4. The implant (1; 19) according to claim 3, wherein, The soluble carbohydrate is a monosaccharide or sugar alcohol, such as threitol, erythritol, glucose, fructose, sorbitol, galactose, galactitol, mannose, mannitol, xylitol, inositol or similar, organic acid, such as citric acid, or other substances, such as vitamin C.
5. The implant (1; 19) according to claim 3, wherein, The soluble carbohydrate is a disaccharide or trisaccharide, such as trehalose, maltotriose, lactose, lactulose, palaginose, sucrose, or the like.
6. The implant (1; 19) according to claim 3, wherein, The surface sealant (2; 29) comprises a synthetic compound made of monosaccharides and / or disaccharides and / or trisaccharides and / or polymeric sugars.
7. The implant (1; 19) according to any one of the preceding claims, wherein, At least a portion of the surface (10; 109) is a flat surface, which preferably lacks significant waviness or roughness of its topology, or any significant texture, or coating, or a combination thereof.
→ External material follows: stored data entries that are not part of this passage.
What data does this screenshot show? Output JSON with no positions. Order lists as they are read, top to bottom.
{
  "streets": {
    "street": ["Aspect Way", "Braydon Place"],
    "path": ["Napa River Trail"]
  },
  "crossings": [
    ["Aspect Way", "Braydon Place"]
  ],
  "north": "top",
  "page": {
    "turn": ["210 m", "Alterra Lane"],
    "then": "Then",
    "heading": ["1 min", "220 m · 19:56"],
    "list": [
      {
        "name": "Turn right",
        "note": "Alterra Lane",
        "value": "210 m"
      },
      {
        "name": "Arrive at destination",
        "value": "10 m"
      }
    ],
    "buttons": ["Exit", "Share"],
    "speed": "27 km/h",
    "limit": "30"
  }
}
8. The implant (1; 19) according to any one of the preceding claims, wherein, At least a portion of the surface (10; 109) is made of metal or metal alloy, or polymer, or ceramic material, or a combination thereof.
9. The implant (1; 19) according to any one of the preceding claims, wherein the implant is a vascular stent; or a drainage device; or an ophthalmic stent; or a coil or mesh structure for treating vascular aneurysms; or a heart valve; or a heart valve retainer; or a component of a cardiac pacemaker, such as an electrode; or a shunt.
10. The implant (1; 19) according to any one of the preceding claims, wherein, At least a portion of the surface (10; 109) is provided with the target property, preferably hydrophilic.